Collected data
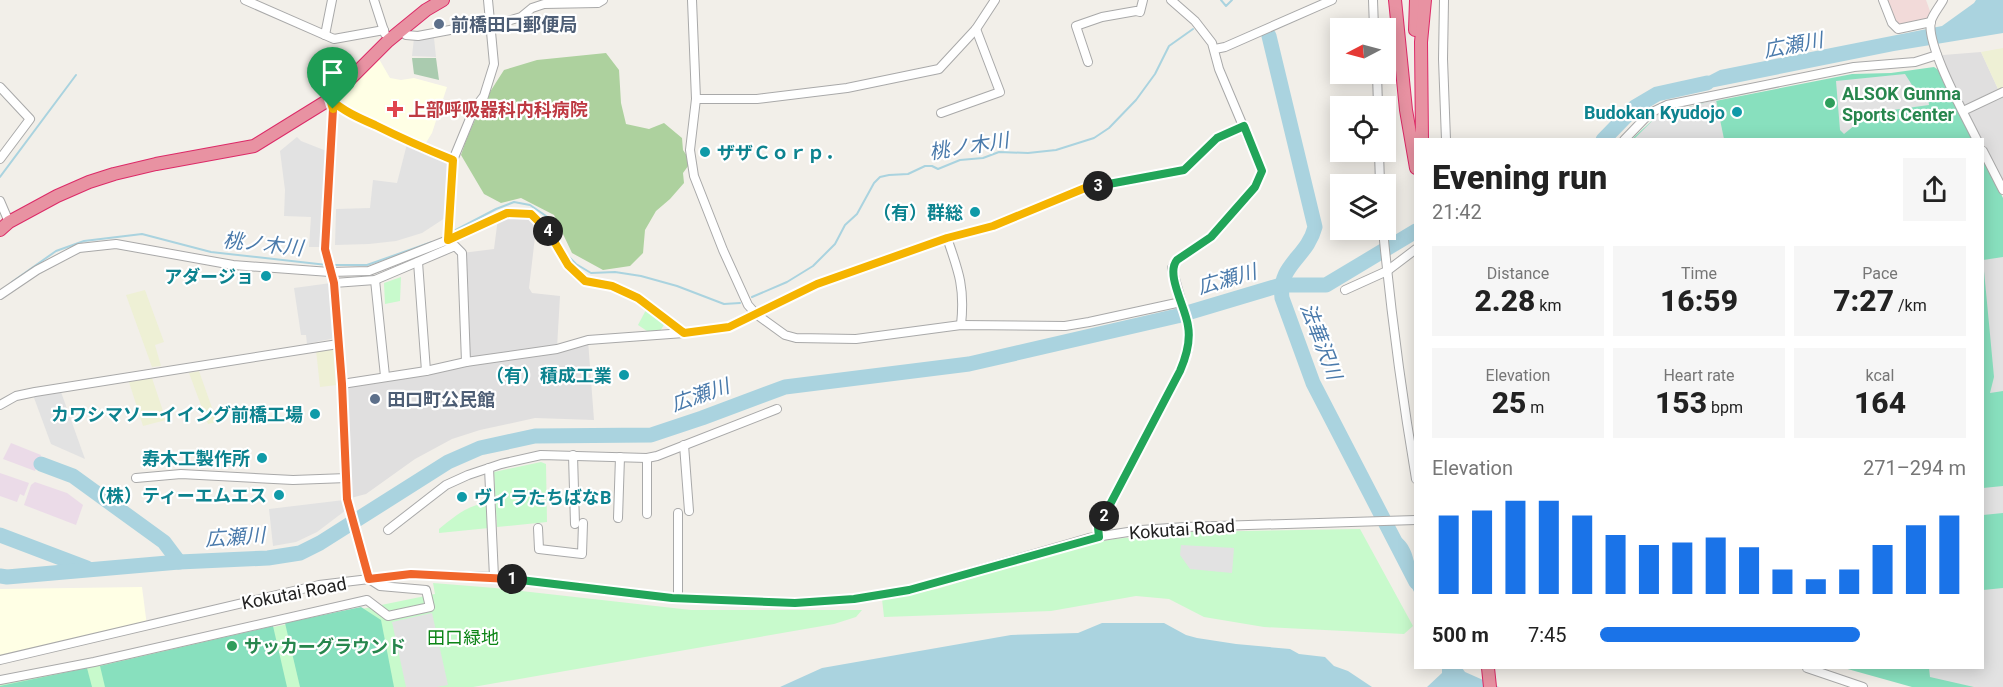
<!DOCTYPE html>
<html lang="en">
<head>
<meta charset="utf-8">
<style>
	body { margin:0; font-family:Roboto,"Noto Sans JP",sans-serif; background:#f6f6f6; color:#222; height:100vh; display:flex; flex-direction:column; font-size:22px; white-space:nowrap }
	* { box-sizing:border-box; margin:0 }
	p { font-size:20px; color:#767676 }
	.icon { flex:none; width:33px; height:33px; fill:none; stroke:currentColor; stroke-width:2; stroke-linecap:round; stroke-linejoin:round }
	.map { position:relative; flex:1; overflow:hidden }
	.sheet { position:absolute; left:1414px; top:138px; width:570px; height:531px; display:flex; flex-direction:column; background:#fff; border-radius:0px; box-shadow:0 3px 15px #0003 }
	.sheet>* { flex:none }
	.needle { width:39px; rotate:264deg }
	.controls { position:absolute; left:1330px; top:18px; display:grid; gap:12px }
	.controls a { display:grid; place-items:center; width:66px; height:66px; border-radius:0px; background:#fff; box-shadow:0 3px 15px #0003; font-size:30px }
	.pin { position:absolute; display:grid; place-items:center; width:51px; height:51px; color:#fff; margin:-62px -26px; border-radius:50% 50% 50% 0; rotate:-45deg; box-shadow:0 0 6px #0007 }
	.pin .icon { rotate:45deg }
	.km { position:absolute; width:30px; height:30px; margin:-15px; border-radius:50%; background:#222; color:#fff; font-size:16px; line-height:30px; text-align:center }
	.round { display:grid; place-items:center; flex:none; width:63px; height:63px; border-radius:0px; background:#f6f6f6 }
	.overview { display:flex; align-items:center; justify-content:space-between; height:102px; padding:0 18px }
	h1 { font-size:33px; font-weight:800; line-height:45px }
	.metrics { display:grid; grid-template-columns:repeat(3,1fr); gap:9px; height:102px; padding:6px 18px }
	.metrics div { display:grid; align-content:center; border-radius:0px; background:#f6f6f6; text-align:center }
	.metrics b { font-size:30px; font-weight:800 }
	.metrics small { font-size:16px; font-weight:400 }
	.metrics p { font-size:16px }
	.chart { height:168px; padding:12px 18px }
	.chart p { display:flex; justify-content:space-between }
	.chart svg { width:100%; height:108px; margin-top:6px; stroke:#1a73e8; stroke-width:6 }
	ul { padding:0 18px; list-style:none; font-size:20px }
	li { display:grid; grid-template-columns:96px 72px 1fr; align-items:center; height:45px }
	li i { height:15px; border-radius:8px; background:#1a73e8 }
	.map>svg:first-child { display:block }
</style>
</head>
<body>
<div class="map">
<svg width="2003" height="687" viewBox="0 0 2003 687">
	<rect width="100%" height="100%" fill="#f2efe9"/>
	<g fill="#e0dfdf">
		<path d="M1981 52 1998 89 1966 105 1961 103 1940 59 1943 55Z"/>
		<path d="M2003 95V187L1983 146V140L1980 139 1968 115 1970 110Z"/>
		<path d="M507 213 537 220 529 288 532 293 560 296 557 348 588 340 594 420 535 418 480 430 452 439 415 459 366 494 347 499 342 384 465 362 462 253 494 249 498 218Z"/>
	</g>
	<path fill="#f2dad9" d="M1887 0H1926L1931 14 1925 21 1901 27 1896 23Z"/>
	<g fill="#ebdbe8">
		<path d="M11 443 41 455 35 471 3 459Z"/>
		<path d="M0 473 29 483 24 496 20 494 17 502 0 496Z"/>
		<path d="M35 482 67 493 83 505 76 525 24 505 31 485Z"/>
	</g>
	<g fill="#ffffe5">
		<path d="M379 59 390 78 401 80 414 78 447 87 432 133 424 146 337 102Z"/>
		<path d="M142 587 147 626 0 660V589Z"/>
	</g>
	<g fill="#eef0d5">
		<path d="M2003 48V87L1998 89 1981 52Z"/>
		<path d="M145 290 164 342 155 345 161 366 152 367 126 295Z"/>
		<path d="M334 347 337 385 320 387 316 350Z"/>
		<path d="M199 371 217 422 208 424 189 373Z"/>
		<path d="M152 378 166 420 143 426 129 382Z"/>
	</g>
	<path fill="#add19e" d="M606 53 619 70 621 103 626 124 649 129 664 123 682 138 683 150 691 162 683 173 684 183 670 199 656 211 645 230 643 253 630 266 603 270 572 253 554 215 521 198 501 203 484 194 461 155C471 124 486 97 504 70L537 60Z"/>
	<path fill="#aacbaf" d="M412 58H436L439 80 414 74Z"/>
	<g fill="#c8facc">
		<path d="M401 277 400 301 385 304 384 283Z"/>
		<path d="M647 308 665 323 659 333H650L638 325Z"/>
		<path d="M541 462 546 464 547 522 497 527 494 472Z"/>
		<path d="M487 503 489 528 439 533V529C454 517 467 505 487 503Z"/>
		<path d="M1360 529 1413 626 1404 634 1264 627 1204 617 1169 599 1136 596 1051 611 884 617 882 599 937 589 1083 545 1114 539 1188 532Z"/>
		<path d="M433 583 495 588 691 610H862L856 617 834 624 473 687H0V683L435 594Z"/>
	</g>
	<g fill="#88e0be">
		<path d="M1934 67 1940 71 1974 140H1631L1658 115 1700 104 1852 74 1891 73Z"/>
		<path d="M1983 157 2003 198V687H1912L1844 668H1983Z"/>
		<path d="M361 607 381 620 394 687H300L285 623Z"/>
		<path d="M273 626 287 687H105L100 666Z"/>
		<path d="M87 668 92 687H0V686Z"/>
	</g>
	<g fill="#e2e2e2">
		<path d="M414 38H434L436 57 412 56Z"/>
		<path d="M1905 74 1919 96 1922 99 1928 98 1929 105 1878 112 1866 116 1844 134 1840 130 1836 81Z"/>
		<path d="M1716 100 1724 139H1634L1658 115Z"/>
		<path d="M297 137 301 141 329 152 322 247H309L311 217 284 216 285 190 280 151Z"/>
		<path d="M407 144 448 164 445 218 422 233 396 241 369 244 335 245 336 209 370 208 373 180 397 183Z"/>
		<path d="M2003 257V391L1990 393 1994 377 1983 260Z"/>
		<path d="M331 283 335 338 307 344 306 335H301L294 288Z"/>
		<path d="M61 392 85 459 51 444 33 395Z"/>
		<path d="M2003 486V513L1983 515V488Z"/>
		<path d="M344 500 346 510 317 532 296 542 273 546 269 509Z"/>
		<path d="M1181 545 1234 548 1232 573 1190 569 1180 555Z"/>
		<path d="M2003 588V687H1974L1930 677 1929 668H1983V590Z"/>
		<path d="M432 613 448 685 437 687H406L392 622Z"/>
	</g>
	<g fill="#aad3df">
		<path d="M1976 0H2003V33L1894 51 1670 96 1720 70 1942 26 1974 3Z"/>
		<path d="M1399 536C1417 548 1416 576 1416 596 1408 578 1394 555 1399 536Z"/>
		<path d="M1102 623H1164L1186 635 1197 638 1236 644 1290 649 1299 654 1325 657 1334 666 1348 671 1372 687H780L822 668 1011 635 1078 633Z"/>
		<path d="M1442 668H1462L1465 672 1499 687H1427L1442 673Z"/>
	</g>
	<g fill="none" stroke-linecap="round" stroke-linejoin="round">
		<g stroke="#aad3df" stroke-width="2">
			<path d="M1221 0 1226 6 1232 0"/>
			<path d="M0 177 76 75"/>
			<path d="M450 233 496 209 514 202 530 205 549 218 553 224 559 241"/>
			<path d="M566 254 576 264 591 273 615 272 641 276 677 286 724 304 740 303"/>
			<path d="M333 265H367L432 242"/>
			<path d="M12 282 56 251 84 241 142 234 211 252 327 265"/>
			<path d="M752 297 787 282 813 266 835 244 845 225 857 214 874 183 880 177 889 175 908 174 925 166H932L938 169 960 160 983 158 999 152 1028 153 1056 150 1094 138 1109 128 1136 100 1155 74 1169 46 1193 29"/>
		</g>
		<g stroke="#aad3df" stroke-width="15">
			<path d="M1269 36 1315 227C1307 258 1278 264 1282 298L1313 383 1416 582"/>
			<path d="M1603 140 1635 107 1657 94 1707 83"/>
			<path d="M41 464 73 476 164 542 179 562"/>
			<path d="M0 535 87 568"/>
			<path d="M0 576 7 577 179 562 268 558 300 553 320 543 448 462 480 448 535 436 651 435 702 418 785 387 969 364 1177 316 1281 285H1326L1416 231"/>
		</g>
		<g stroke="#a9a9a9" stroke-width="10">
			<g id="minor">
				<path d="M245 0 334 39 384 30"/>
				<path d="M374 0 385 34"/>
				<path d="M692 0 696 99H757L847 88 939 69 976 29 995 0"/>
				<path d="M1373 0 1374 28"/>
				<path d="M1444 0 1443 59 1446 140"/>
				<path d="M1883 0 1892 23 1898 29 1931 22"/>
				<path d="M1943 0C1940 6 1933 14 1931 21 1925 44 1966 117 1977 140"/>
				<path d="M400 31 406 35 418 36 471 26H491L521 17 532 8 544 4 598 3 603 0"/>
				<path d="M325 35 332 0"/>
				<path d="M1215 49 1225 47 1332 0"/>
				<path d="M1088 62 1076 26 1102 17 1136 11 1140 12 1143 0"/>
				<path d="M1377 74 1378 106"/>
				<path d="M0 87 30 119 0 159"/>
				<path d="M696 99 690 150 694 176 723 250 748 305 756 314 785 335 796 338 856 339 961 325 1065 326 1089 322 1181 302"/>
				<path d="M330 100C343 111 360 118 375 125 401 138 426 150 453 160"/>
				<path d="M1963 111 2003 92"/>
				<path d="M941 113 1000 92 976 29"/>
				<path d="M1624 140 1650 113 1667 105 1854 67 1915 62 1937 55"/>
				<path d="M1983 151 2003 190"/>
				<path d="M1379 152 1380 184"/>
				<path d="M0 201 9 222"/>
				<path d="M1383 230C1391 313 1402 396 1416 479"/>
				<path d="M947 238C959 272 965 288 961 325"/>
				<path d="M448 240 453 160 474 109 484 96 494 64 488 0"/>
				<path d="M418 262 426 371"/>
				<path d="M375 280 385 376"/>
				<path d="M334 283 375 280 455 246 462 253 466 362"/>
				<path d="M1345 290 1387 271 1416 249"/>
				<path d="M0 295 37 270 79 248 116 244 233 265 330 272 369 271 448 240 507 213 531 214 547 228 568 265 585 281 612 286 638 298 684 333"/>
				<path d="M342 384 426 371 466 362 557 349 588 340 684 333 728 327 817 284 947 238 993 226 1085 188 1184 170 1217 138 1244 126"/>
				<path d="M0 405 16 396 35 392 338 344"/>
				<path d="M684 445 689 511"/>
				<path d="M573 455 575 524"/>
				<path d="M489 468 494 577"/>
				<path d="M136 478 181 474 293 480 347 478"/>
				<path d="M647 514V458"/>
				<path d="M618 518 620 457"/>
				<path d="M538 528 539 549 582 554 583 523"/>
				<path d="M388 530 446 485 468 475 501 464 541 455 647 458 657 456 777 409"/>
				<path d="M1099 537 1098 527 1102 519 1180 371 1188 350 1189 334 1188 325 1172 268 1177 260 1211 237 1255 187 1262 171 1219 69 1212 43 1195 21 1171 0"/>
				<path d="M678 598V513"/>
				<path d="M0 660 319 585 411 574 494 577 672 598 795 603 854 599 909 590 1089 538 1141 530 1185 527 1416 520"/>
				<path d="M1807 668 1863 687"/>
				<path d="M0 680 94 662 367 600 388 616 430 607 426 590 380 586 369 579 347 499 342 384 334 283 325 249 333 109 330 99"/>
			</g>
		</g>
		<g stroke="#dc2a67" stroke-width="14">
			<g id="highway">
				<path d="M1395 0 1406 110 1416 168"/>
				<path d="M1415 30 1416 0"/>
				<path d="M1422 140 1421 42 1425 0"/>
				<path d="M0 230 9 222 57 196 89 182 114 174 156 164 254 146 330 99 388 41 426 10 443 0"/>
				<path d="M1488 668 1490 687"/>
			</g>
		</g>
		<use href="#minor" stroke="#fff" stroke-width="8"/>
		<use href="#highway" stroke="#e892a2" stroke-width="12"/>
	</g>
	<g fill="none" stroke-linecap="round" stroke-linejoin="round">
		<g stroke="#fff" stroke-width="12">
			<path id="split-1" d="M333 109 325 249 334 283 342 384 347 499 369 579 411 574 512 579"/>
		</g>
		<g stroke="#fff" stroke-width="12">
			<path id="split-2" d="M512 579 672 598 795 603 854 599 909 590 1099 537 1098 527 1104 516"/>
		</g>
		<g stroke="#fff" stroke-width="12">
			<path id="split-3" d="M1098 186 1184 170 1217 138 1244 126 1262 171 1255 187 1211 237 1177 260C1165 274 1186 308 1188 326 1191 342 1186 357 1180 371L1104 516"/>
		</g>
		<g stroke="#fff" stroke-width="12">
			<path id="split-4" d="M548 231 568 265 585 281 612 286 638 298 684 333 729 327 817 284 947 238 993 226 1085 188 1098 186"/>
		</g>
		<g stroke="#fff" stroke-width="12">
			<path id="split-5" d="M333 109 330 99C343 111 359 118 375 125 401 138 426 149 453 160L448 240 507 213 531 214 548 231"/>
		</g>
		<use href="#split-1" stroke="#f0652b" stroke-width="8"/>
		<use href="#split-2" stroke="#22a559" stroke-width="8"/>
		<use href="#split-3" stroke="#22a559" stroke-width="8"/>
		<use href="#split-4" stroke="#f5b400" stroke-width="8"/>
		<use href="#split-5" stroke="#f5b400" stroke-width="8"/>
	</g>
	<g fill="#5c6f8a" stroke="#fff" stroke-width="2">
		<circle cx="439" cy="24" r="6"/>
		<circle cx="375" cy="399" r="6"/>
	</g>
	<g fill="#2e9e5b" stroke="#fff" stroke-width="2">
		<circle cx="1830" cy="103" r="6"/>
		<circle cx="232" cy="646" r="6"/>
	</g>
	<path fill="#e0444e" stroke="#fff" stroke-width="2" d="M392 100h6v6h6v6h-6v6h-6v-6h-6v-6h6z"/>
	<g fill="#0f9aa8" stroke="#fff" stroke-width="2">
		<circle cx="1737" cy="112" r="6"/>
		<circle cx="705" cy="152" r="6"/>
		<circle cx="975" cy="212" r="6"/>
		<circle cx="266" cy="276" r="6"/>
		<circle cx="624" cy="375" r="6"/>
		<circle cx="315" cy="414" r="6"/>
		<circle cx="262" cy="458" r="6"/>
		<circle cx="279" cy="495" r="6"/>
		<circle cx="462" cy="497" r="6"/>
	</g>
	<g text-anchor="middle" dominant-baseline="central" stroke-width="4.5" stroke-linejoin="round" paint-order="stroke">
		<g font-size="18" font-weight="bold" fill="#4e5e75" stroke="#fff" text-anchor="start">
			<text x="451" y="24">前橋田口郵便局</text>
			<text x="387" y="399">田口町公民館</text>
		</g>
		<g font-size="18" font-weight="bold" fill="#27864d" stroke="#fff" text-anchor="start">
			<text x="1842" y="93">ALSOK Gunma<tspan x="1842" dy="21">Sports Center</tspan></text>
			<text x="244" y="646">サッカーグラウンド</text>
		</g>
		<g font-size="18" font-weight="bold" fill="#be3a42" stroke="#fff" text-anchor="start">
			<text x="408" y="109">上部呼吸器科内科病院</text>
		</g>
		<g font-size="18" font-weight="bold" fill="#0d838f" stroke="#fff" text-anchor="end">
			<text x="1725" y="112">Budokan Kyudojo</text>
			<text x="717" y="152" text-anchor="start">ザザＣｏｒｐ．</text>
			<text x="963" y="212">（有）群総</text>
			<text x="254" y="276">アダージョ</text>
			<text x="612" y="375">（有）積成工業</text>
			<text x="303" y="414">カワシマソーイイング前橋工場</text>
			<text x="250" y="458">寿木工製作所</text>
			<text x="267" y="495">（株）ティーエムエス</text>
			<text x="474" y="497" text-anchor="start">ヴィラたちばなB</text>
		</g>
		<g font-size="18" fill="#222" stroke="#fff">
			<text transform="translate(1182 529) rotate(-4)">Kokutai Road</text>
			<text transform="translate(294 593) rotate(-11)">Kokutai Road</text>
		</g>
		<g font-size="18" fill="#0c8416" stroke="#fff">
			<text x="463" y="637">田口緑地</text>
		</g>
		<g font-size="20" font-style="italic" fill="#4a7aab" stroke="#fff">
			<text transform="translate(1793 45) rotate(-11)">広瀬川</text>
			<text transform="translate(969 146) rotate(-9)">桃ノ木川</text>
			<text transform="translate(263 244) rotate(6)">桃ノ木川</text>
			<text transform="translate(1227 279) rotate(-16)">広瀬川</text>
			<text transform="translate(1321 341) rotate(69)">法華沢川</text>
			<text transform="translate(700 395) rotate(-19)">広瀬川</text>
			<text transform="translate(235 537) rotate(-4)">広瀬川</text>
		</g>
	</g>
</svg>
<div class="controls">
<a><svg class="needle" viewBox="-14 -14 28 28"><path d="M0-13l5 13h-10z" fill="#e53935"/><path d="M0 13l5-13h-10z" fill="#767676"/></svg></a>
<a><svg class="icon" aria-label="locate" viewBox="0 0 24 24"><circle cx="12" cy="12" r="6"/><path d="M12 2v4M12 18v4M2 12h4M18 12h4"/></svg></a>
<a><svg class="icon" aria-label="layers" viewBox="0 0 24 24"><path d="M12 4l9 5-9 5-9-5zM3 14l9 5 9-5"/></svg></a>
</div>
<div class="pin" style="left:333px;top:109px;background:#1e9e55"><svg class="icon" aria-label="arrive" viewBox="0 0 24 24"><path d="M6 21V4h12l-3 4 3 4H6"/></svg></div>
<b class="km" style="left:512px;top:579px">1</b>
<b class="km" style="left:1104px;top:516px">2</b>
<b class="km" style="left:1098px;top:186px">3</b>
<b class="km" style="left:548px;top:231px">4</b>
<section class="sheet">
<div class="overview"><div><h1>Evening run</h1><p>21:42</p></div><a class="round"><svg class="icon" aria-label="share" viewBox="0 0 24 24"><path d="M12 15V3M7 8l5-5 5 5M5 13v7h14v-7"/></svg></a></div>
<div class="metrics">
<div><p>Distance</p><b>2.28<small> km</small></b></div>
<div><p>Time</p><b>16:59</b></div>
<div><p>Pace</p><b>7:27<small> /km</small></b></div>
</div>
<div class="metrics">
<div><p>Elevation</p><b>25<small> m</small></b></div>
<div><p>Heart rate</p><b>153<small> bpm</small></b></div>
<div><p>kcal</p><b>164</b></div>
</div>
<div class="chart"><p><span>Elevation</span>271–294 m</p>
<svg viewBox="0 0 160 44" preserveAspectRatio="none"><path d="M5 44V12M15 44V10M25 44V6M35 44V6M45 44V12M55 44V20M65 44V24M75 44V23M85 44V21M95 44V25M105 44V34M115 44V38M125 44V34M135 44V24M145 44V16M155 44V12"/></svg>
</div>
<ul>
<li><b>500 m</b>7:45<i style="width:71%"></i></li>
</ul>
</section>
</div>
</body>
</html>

Activity: Your job is to copy out every line from the records above that has the word "justify".

Written response:
	.overview { display:flex; align-items:center; justify-content:space-between; height:102px; padding:0 18px }
	.chart p { display:flex; justify-content:space-between }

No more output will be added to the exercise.